En 2013 la sortie du documentaire « Blackfish », fit l’effet d’une bombe. Film choc sur les conditions d’exploitation des mammifères marins dans les parcs d’attraction, il s’appuyait sur un reportage d’un journaliste d’Outside, Tim Zimmermann, parti enquêté sur l’étrange comportement d’un orque de 5000 kg qui avait tué son dresseur au parc à thème américain Seaworld. C’était sa troisième victime. Pourquoi tant d’agressivité s’était alors interrogé le journaliste ? Son reportage devait révéler une misère animale accablante. Vingt ans plus tard, qu’est-ce qui a changé ?
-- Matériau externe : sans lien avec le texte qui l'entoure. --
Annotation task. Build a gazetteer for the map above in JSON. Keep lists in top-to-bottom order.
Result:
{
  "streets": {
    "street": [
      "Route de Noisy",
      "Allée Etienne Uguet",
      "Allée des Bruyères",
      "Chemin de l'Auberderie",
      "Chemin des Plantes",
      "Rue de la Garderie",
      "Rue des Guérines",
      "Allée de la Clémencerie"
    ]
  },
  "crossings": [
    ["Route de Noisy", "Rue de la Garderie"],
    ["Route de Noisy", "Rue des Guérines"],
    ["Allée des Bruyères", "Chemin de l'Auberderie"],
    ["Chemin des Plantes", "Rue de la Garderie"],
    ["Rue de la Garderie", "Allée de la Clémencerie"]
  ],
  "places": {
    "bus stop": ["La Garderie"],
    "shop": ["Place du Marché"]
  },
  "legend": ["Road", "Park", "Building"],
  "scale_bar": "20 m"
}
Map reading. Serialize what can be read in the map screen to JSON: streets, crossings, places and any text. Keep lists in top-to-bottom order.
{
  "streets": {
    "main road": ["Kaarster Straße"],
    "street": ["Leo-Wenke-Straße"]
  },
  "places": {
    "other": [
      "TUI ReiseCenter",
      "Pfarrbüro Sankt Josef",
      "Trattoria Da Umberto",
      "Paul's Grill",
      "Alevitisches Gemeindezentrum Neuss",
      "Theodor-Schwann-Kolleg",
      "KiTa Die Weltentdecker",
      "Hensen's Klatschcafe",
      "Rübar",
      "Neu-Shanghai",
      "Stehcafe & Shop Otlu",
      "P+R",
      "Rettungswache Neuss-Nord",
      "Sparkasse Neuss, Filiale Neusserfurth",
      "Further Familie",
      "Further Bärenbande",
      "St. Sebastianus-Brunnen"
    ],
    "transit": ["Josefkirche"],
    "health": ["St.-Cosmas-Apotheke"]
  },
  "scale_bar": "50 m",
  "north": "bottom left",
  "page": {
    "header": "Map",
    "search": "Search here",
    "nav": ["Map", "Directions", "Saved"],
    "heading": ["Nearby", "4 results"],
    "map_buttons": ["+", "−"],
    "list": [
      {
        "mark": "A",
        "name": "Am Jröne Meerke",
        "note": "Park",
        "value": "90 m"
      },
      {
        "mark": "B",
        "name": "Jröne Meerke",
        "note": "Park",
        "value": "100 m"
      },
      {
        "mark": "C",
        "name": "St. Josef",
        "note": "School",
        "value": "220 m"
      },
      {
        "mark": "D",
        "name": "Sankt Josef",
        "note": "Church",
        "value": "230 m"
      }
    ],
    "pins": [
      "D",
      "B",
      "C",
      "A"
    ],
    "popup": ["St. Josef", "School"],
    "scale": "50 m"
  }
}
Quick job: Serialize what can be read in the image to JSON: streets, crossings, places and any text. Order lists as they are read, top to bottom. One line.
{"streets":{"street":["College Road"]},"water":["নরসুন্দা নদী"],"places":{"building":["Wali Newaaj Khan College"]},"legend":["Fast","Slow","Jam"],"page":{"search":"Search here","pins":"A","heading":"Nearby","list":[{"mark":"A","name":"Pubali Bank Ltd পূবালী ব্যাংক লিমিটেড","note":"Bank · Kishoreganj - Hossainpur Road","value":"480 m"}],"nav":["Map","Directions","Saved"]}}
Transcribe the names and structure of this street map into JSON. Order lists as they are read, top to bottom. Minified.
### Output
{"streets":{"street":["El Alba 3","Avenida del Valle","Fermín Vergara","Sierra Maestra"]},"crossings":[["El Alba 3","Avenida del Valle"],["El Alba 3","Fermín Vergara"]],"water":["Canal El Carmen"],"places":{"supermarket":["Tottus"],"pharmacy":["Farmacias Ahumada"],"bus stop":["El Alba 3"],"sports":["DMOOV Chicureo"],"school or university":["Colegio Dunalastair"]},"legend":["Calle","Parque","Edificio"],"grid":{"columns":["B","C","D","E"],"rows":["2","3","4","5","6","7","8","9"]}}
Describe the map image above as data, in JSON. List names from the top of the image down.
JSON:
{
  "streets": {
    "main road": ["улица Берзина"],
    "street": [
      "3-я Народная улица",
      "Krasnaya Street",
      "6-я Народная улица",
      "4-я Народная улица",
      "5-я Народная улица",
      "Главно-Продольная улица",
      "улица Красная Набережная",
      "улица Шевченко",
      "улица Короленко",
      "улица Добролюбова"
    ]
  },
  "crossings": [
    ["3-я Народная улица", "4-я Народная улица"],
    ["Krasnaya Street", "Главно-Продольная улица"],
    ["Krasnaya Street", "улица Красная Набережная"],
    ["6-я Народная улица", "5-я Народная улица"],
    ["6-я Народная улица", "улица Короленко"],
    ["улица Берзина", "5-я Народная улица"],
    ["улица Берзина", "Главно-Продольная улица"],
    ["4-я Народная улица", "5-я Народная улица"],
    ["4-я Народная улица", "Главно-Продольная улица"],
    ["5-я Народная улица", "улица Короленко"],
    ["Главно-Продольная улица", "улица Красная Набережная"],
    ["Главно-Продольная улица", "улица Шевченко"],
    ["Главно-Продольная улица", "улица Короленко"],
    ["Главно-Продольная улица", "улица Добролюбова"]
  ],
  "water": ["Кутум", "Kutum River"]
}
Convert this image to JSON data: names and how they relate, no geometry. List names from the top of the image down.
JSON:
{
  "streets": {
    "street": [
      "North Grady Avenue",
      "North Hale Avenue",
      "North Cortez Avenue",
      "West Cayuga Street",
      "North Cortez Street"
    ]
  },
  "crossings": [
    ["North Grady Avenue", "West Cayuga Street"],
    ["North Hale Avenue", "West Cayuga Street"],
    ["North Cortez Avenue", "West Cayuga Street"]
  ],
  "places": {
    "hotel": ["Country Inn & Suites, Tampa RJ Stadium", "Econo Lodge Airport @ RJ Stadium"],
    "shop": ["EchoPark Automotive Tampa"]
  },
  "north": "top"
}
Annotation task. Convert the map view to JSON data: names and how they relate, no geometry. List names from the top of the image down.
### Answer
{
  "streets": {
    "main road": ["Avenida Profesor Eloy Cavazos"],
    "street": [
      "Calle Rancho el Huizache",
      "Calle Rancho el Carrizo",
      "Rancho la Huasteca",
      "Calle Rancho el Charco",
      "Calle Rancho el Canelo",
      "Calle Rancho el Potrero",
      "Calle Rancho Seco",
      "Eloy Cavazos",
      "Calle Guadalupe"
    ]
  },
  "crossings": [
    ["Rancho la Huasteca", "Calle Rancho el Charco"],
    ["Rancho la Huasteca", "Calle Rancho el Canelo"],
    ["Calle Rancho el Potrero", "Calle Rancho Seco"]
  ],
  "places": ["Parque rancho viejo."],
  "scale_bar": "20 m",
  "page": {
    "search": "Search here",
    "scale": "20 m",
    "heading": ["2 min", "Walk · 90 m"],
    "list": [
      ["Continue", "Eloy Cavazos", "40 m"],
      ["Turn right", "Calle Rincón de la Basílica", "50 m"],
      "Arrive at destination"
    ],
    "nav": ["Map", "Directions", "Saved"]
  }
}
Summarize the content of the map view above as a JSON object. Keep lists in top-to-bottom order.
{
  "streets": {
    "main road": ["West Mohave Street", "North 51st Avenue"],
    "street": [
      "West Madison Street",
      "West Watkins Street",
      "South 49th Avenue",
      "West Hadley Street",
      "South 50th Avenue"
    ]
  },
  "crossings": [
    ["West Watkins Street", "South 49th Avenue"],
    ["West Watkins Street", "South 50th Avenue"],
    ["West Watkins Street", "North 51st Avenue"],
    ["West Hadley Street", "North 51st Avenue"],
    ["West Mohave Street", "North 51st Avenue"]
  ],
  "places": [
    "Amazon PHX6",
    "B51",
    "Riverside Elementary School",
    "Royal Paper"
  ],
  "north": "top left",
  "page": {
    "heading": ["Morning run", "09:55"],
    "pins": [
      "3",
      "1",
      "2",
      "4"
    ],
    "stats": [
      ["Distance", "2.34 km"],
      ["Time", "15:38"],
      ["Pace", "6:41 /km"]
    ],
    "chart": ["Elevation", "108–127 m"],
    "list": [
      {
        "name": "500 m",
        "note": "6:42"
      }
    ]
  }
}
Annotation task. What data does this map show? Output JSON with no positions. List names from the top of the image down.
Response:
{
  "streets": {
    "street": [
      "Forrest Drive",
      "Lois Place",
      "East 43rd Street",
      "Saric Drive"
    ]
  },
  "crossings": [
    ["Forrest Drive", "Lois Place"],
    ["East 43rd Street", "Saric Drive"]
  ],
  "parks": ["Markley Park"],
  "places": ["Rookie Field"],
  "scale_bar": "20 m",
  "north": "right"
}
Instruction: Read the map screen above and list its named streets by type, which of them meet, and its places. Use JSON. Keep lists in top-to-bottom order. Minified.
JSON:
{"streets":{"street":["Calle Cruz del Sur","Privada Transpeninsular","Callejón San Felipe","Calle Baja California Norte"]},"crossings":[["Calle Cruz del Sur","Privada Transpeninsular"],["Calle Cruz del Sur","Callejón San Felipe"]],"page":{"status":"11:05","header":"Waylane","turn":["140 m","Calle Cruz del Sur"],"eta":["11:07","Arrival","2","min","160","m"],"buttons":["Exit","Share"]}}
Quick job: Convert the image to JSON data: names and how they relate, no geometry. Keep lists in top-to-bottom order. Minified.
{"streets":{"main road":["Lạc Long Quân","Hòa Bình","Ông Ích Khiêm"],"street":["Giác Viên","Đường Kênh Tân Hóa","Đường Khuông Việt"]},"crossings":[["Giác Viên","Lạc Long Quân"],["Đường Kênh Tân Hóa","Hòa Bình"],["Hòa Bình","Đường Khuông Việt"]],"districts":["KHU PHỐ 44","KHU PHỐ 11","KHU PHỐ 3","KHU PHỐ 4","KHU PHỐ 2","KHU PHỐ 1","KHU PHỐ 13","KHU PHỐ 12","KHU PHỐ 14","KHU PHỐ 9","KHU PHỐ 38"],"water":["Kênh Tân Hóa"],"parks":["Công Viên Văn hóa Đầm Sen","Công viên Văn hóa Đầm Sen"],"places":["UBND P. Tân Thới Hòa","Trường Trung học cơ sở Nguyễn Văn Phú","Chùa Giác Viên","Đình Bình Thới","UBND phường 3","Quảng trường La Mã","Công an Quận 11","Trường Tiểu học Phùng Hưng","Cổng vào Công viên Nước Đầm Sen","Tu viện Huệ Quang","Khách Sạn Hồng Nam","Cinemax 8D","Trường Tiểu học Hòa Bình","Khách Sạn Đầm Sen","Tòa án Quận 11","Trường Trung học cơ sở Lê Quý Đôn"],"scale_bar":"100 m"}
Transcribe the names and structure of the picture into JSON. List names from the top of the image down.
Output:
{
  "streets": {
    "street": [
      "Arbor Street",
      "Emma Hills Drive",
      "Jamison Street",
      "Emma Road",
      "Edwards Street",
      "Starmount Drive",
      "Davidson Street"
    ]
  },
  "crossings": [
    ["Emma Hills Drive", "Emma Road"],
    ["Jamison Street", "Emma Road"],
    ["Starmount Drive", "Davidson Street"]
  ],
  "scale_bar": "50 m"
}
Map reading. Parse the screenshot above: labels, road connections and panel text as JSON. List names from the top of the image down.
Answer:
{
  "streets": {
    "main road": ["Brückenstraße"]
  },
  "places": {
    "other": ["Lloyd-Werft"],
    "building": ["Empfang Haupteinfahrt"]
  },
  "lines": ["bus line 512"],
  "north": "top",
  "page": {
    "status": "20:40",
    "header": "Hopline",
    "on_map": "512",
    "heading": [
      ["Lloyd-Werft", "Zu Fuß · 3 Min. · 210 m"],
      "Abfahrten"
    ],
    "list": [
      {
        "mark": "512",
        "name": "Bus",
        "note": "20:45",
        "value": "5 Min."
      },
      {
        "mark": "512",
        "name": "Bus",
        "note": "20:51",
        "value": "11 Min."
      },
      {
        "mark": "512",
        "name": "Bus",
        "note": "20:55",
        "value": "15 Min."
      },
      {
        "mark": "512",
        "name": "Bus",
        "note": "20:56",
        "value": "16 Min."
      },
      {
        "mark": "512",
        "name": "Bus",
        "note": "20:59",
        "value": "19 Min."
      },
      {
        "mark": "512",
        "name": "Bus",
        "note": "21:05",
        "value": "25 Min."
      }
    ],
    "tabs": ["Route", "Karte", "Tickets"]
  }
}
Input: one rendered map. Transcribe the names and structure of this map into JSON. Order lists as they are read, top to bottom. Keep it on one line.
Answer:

En février 2010, Dawn Brancheau, dresseuse au SeaWorld d’Orlando, en Floride, travaillait avec Tilikum, un orque de 6,7 m de long et de 5,5 tonnes, lorsque l'animal a attrapé la queue de cheval de la jeune femme dans sa gueule, l'a entraînée au fond de la piscine et l'a secouée comme un chien avec un jouet. Le temps que les sauveteurs puissent extraire Brancheau, elle était déjà morte.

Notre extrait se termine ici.